§ **Problem requirements**
Copy the entries below exactly. Images do not belong in the copy.

-- Opening Marker --

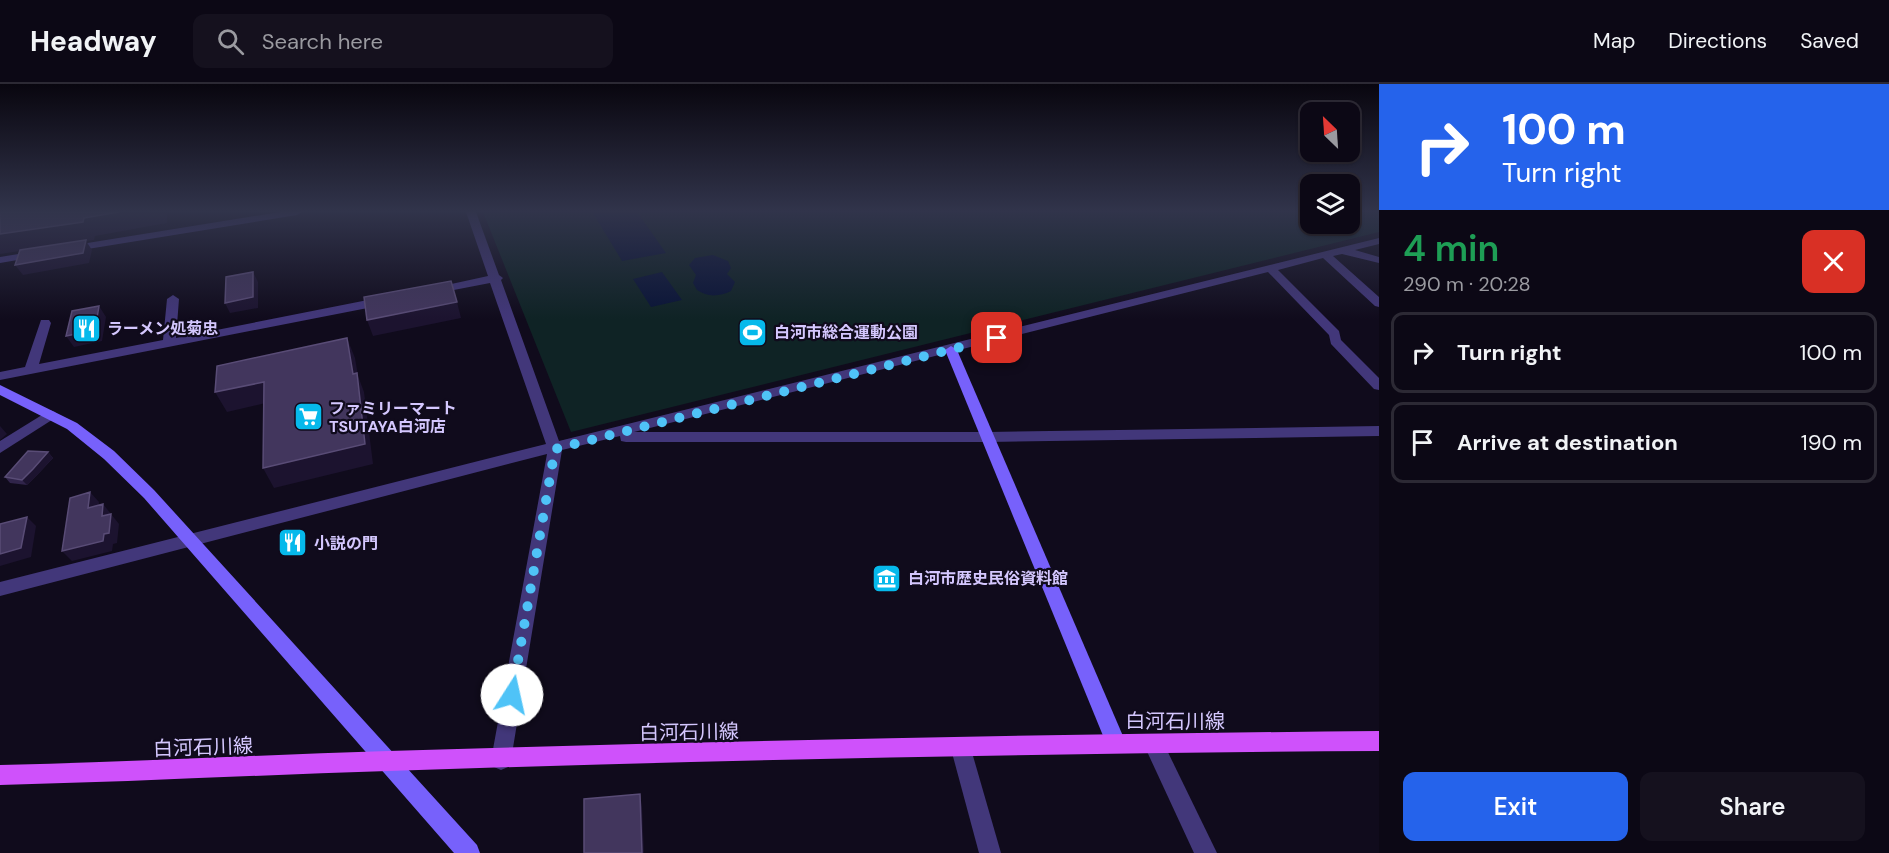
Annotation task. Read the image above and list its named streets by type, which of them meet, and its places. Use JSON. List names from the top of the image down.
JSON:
{
  "streets": {
    "main road": ["白河石川線"]
  },
  "places": {
    "restaurant": ["ラーメン処菊忠", "小説の門"],
    "sports": ["白河市総合運動公園"],
    "supermarket": ["ファミリーマート TSUTAYA白河店"],
    "museum": ["白河市歴史民俗資料館"]
  },
  "north": "top left",
  "page": {
    "header": "Headway",
    "search": "Search here",
    "nav": ["Map", "Directions", "Saved"],
    "turn": ["100 m", "Turn right"],
    "heading": ["4 min", "290 m · 20:28"],
    "list": [
      {
        "name": "Turn right",
        "value": "100 m"
      },
      {
        "name": "Arrive at destination",
        "value": "190 m"
      }
    ],
    "buttons": ["Exit", "Share"]
  }
}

-- Closing Marker --

§ **Output below**
Annotation task. Read the image above and list its named streets by type, which of them meet, and its places. Use JSON. List names from the top of the image down.
JSON:
{
  "streets": {
    "main road": ["白河石川線"]
  },
  "places": {
    "restaurant": ["ラーメン処菊忠", "小説の門"],
    "sports": ["白河市総合運動公園"],
    "supermarket": ["ファミリーマート TSUTAYA白河店"],
    "museum": ["白河市歴史民俗資料館"]
  },
  "north": "top left",
  "page": {
    "header": "Headway",
    "search": "Search here",
    "nav": ["Map", "Directions", "Saved"],
    "turn": ["100 m", "Turn right"],
    "heading": ["4 min", "290 m · 20:28"],
    "list": [
      {
        "name": "Turn right",
        "value": "100 m"
      },
      {
        "name": "Arrive at destination",
        "value": "190 m"
      }
    ],
    "buttons": ["Exit", "Share"]
  }
}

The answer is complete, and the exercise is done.